Tandis que Pékin peine à se confectionner un visage à peu près démocratique à la veille de ses Jeux olympiques, les lecteurs francophones peuvent enfin partager les souvenirs de la Montréalaise Zhimei Zhang, racontant sa jeunesse sous le régime communiste chinois. Plus ça change…

Née en 1935 dans une famille marquée du double stigmate intellectuel et bourgeois, Zhimei Zhang a vécu la libération de Pékin par les communistes alors qu’elle n’avait que 13 ans. Élevée jusque-là dans une maison confortable, entourée de domestiques et d’oeuvres d’art, elle verra son père désigné comme "traître à la Chine" et forcé de mettre un terme à sa carrière dans la fonction publique pour finir ses jours comme simple balayeur. Ainsi l’entendaient les révolutionnaires dans leur prétention à éliminer tout ce qui pouvait symboliser le passé impérial et l’occupation japonaise.
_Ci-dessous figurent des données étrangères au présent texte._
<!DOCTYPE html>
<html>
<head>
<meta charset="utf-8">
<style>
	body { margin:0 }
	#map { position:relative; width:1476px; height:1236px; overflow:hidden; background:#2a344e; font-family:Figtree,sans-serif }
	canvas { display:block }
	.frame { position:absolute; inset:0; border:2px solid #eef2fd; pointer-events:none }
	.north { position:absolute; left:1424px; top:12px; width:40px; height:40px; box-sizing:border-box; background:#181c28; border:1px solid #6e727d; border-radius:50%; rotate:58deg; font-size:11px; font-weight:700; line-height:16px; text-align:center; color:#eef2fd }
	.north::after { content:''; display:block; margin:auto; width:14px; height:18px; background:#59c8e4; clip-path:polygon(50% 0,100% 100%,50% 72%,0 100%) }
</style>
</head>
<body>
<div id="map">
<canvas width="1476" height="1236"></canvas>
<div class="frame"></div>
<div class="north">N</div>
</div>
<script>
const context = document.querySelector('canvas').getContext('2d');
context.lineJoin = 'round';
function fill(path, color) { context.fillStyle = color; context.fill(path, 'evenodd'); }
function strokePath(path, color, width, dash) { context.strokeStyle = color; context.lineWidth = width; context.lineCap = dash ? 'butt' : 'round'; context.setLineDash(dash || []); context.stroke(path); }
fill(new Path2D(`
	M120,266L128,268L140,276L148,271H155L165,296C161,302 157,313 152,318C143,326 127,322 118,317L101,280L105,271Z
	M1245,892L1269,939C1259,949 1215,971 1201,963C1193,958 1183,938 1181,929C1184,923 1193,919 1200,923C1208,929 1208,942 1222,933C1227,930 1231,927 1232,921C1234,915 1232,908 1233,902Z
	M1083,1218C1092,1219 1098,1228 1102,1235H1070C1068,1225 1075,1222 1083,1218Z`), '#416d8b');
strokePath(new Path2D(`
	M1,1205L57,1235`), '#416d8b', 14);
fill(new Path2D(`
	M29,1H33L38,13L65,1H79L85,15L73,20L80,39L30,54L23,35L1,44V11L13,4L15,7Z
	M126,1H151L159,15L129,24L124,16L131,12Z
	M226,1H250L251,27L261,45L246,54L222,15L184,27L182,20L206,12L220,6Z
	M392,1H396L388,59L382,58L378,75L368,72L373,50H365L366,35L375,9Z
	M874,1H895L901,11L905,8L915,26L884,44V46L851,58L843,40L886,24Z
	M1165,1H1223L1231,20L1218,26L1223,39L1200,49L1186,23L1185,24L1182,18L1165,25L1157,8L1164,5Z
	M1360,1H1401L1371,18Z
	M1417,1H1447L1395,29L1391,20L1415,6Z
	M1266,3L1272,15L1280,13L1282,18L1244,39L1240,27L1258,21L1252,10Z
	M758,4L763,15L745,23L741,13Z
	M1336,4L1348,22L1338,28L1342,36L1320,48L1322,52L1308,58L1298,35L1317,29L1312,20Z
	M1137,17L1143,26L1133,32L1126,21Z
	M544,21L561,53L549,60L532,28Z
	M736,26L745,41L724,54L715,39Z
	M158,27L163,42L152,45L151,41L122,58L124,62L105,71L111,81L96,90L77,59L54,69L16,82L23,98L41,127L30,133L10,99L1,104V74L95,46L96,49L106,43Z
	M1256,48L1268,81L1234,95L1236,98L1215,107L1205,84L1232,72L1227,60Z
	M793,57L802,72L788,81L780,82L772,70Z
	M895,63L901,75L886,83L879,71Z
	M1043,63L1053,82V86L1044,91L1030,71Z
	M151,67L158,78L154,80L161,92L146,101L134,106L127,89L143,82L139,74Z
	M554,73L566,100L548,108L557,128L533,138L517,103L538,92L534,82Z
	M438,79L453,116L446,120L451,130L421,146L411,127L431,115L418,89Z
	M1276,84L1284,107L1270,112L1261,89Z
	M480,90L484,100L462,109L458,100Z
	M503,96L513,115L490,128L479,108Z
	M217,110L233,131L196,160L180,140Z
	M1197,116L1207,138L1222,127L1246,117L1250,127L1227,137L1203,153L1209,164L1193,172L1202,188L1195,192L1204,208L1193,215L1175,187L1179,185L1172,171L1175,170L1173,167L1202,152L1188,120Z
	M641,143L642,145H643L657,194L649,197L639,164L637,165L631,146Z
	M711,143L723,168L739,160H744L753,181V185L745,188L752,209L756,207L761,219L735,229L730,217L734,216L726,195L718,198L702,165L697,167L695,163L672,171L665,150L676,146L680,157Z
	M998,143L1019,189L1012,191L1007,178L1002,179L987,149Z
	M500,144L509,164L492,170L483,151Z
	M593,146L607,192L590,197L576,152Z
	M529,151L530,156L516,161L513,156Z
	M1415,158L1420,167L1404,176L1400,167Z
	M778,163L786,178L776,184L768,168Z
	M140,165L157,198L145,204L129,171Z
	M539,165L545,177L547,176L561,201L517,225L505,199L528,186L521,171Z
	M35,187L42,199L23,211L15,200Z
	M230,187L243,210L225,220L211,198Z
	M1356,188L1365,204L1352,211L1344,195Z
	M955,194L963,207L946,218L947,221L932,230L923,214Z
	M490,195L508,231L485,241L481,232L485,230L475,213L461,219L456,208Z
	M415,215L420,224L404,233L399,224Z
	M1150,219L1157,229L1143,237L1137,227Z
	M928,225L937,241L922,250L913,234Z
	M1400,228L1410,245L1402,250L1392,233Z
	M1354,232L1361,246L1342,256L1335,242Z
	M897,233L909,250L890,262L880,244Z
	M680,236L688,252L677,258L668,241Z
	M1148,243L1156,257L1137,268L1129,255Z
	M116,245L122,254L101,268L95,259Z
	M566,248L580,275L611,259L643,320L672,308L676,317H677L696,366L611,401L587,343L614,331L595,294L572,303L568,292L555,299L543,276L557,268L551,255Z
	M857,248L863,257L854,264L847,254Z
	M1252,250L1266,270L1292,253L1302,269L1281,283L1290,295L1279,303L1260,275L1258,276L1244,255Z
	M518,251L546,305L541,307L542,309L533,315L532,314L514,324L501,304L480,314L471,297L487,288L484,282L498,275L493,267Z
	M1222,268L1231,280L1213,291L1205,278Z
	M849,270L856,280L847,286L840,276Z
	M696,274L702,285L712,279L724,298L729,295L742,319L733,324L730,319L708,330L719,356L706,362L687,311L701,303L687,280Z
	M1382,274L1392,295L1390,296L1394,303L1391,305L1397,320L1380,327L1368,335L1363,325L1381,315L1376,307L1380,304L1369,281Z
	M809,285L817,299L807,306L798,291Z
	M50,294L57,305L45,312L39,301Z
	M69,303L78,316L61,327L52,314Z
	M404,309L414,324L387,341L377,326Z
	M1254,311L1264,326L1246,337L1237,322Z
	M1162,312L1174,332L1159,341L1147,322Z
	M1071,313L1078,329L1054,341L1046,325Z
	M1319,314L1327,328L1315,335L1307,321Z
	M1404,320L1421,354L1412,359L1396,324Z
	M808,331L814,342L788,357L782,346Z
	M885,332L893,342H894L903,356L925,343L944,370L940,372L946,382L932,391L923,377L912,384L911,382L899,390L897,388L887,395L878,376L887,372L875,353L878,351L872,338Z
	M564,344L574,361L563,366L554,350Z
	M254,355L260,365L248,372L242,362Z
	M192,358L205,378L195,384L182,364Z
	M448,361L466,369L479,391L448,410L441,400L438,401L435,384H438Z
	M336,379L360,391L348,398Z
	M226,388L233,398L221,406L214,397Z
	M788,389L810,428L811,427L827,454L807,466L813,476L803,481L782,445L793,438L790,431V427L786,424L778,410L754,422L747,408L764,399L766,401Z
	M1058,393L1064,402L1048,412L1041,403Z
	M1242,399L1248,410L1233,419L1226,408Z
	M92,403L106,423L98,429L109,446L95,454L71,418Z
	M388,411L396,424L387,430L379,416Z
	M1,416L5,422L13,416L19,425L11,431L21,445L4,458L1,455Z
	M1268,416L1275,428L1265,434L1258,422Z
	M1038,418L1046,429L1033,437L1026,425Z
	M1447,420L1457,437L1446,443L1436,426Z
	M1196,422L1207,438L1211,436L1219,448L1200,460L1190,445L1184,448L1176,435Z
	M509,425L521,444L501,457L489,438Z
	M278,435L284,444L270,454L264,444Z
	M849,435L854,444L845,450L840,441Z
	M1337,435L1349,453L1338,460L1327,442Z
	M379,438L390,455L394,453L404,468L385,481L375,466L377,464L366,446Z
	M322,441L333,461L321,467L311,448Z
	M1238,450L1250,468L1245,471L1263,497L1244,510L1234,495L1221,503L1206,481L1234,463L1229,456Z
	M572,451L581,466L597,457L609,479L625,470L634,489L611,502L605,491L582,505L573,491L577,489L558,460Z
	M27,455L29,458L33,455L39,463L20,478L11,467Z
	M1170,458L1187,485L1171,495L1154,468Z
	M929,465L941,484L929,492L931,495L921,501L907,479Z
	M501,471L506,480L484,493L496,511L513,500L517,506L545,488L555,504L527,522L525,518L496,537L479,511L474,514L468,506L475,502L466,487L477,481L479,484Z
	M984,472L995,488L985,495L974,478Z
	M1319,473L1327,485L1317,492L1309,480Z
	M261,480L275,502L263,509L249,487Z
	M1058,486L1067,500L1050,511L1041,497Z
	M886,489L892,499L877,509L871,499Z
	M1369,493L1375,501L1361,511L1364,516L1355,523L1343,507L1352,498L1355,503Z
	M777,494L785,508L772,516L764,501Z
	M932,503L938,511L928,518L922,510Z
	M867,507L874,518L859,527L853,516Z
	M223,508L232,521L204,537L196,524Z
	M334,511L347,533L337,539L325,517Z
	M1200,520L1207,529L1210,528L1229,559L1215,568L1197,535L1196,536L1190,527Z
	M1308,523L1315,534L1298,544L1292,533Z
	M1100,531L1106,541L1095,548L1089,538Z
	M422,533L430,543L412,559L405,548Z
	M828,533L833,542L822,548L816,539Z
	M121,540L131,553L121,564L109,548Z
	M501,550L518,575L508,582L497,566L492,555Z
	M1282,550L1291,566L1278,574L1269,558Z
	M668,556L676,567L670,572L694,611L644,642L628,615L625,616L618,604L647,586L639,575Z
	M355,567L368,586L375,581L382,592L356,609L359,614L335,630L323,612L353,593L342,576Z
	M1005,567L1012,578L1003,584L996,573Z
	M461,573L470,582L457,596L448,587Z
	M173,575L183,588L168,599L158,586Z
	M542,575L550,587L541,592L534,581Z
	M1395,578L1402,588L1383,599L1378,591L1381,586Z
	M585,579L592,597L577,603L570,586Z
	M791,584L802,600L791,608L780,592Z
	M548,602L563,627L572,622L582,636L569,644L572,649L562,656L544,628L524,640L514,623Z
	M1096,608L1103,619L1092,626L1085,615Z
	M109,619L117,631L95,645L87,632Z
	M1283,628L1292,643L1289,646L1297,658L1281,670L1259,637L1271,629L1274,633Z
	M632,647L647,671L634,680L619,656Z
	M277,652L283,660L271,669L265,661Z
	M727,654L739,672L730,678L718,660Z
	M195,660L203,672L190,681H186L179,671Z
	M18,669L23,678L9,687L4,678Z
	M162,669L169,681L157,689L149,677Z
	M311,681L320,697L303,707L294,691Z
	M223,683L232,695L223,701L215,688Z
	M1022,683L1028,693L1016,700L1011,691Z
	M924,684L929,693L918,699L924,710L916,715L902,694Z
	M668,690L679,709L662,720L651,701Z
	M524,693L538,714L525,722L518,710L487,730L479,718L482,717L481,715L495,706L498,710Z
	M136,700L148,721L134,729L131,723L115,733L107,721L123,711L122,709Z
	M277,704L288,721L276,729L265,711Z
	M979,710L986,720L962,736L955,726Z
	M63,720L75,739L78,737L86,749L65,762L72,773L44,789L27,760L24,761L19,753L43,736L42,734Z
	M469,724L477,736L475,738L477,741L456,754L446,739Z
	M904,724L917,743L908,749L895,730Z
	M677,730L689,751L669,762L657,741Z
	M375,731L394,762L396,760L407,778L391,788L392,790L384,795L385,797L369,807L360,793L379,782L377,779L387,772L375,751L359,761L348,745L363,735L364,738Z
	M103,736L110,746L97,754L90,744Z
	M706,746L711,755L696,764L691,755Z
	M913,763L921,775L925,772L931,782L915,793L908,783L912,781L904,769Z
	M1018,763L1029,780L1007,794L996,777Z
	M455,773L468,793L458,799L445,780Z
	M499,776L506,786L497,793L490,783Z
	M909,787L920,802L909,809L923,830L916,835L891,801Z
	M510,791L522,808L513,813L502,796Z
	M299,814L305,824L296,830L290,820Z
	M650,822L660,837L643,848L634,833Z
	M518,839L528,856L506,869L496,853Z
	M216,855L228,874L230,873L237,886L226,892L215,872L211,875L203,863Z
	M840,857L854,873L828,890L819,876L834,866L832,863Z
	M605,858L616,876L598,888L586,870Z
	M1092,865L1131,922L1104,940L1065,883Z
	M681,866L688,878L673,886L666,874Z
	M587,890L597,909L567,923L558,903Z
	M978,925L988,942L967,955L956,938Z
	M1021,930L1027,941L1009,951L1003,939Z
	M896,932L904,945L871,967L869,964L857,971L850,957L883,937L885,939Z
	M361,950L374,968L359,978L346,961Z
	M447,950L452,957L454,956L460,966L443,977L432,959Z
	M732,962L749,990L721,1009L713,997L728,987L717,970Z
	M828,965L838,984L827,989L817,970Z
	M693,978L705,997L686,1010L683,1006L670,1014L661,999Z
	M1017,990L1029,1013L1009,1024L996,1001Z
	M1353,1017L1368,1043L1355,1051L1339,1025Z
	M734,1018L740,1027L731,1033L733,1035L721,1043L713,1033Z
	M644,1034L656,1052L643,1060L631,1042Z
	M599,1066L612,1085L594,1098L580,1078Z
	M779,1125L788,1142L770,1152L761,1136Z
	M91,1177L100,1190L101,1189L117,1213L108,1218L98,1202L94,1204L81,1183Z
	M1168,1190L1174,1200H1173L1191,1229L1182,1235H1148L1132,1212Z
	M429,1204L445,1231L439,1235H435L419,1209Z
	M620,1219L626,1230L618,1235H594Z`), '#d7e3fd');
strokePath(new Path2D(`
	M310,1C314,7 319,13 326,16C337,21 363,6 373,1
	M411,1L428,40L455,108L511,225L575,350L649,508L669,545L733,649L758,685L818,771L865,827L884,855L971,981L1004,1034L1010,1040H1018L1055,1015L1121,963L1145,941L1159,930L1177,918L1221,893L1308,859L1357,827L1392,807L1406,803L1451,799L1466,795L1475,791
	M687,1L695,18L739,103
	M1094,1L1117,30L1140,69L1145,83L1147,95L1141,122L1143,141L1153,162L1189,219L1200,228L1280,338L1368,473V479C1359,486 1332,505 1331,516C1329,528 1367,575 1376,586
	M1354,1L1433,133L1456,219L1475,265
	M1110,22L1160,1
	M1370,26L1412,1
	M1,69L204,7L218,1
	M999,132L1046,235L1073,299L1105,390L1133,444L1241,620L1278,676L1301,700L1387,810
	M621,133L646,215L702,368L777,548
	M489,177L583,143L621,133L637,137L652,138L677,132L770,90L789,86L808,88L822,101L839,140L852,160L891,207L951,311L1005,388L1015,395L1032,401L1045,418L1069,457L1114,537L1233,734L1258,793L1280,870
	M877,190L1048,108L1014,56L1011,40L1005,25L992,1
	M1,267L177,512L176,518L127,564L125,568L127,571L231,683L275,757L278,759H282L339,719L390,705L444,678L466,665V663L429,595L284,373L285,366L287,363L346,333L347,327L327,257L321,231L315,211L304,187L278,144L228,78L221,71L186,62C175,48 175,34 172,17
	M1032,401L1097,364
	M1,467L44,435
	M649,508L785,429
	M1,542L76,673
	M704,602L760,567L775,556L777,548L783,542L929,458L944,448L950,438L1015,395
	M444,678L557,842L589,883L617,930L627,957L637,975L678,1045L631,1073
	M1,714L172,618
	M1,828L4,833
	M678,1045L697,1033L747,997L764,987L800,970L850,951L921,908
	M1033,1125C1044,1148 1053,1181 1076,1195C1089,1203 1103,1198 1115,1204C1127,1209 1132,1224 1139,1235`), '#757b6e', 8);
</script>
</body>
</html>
Traductrice, professeure d’anglais et journaliste jusqu’à son immigration au Canada à l’âge de 50 ans, Zhimei Zhang s’est elle-même vu traiter de façon mesquine à cause de ses origines sociales, mais aussi de son intérêt considéré suspect pour les cultures étrangères. À une époque où les lettres de créance politiques étaient plus importantes que les compétences professionnelles pour l’embauche d’un professeur, elle doit par exemple nettoyer les toilettes de l’école où elle est censée enseigner. La correspondance qu’elle entretient avec une amie allemande la faisant suspecter d’espionnage, elle subira également de violents interrogatoires et sera envoyée en "rééducation", partageant durant plusieurs mois l’existence misérable des paysans en guise de "redressement idéologique". Tout cela en plus de mener la vie typique d’une jeune femme du 20e siècle: deux mariages, deux maternités, quelques changements de carrière…
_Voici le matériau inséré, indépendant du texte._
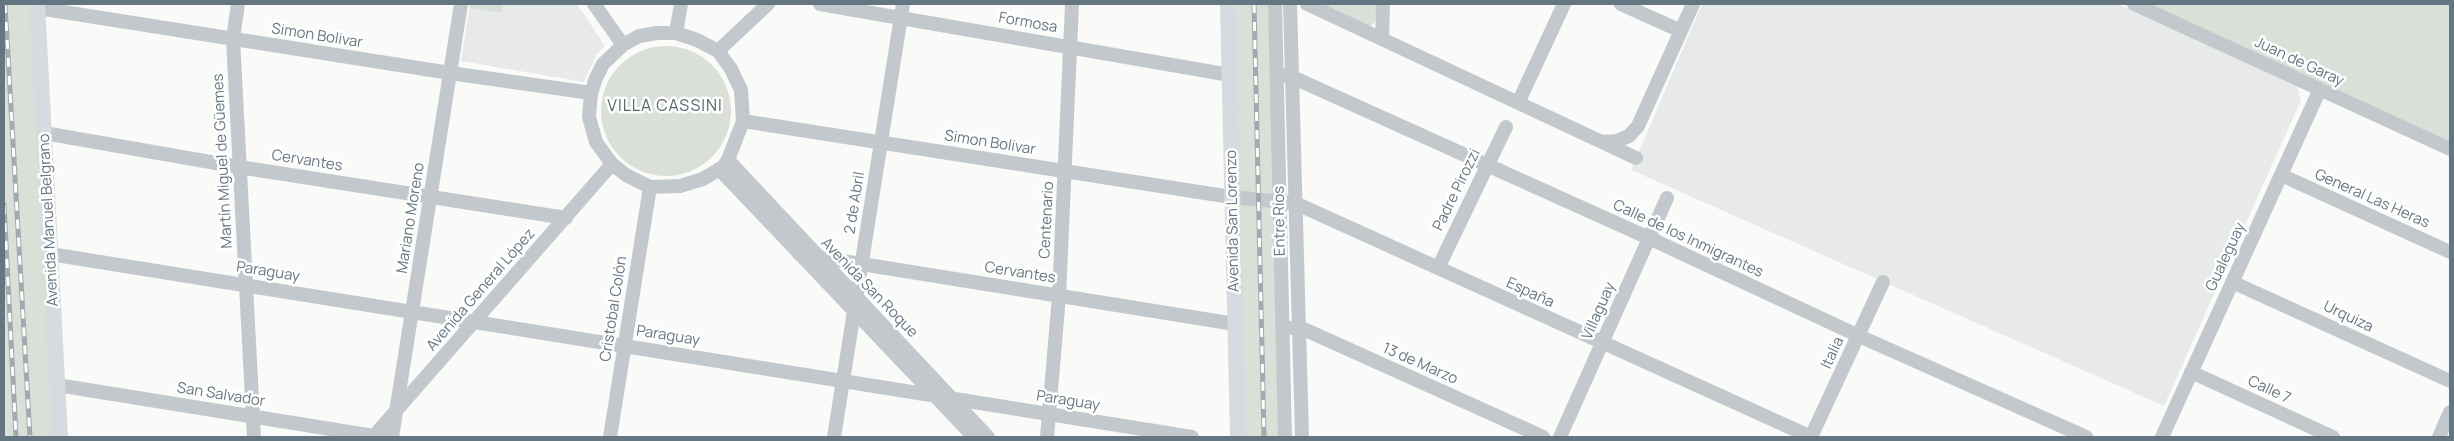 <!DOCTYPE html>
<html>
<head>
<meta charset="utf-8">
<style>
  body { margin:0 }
  #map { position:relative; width:2454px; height:441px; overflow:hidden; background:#fafaf8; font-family:Manrope,sans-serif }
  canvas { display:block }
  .frame { position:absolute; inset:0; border:5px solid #657683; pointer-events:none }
</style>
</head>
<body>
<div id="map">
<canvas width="2454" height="441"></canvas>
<div class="frame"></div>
</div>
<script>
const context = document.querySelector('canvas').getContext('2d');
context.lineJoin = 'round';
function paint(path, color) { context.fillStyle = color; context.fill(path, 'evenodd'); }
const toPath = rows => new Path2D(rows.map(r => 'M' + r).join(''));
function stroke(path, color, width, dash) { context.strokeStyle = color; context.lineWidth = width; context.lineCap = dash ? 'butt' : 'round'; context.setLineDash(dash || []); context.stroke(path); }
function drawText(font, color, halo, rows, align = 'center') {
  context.font = font + ' Manrope,sans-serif'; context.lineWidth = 5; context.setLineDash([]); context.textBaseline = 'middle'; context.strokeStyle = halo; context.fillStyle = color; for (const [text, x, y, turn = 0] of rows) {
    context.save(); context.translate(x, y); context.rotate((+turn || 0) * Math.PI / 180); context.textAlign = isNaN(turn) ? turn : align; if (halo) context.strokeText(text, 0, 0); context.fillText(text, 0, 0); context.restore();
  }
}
paint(toPath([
  [470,4,577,4,605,46,596,55,584,82,461,61],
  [1702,4,2118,4,2297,85,2301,100,2164,406,1631,170]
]), '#e8e9e9');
paint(toPath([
  [4,4,37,4,60,437,4,437],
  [470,4,503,4,502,13,469,8],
  [1228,4,1275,4,1285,437,1238,437],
  [1312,4,1377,4,1375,22,1371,26,1364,27],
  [2147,4,2450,4,2450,143],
  '601 111a65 65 0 1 1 130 0a65 65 0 1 1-130 0Z'
]), '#dadfd7');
stroke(toPath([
  [238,4,233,39,254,437],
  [594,4,623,45],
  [820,4,1230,75],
  [1275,4,1285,437],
  [1290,4,1302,437],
  [1307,4,1636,158],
  [1621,4,1681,31],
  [2134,4,2450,149],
  [38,8,450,73,591,93],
  [657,33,676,33,697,40,718,51,731,69,741,90,743,121,728,160,723,167,703,179,680,186,650,187,626,175,612,164,596,142,589,117,591,93,596,78,603,64,623,45,639,36,657,33],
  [676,33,681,4],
  [1382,39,1383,4],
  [718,51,768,4],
  [1277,74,1292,77,1649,238,1859,336,2086,437],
  [1518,103,1564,4],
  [743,121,1231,197,1295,203,1811,437],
  [44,133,239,167,566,218],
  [1602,142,1617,141,1629,136,1638,126,1693,4],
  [728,160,988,437],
  [719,169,974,437],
  [2281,175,2450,252],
  [50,254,1192,437],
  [799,254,1235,324],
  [1438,268,1506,127],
  [2232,282,2450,381],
  [1291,328,1299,327,1543,437],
  [2191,372,2333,437],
  [57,385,380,437],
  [373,437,612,164],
  [392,437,461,4],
  [610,437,650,187],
  [834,437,903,4],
  [1047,437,1059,296,1072,4],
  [1560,437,1667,198],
  [1811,437,1883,282],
  [2162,437,2320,89],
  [2439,437,2450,412]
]), '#c3c8cc', 14);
stroke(toPath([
  [37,4,60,437],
  [1228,4,1238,437]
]), '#d6dbdf', 16);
const rail = toPath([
  [5,4,30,437],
  [1254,4,1264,437],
  [4,205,16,437]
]);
stroke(rail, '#a2aab0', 5);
stroke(rail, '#fff', 3, [9]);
drawText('15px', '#657683', '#fff', [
  ["Formosa",1028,23,10],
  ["Simon Bolivar",317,36,9],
  ["Juan de Garay",2299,62,25],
  ["Simon Bolivar",990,143,9],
  ["Martín Miguel de Güemes",223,161,-93],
  ["Cervantes",307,161,9],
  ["Padre Pirozzi",1457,190,-64],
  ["General Las Heras",2372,199,24],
  ["2 de Abril",855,203,-81],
  ["Mariano Moreno",411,218,-81],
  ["Avenida Manuel Belgrano",49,220,-93],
  ["Centenario",1047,220,-87],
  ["Avenida San Lorenzo",1233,221,-91],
  ["Entre Ríos",1280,221,-91],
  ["Calle de los Inmigrantes",1688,239,25],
  ["Gualeguay",2226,257,-65],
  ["Paraguay",268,272,9],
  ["Cervantes",1020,273,9],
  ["Avenida San Roque",869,288,46],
  ["Avenida General López",481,290,-49],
  ["España",1530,293,25],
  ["Cristobal Colón",614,309,-81],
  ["Villaguay",1599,311,-66],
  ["Urquiza",2348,317,25],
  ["Paraguay",668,336,9],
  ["Italia",1833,353,-65],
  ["13 de Marzo",1420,364,24],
  ["Calle 7",2269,390,25],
  ["San Salvador",221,395,9],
  ["Paraguay",1068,401,9]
]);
context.letterSpacing = '1px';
drawText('16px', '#57646e', '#fff', [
  ["VILLA CASSINI",665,107]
]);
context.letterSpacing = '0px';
</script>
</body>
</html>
C’est à la suite d’une entrevue de Zhimei Zhang à Radio-Canada en 2006, à l’occasion du 40e anniversaire de la Révolution culturelle, qu’est née l’idée de cette version française de Ma vie en rouge, paru en anglais en 1992. Plus qu’un banal témoignage, avec son style d’une belle fluidité (rendu par la traduction soignée de Gilles Jobidon), l’ouvrage se démarque par son tableau en demi-teintes de la vie sous un régime tyrannique. Ne se contentant pas de souligner les innombrables absurdités du système, l’écrivaine convient d’abord de l’exaltation qu’elle a ressentie lors des premiers rassemblements de l’ère communiste où dominait un fort sentiment de camaraderie. Au fil des années, toutefois, les observations deviennent plus désabusées: les relations humaines se détériorent tandis que le régime de terreur encourage les dénonciations entre collègues, amis, voisins et membres d’une même famille.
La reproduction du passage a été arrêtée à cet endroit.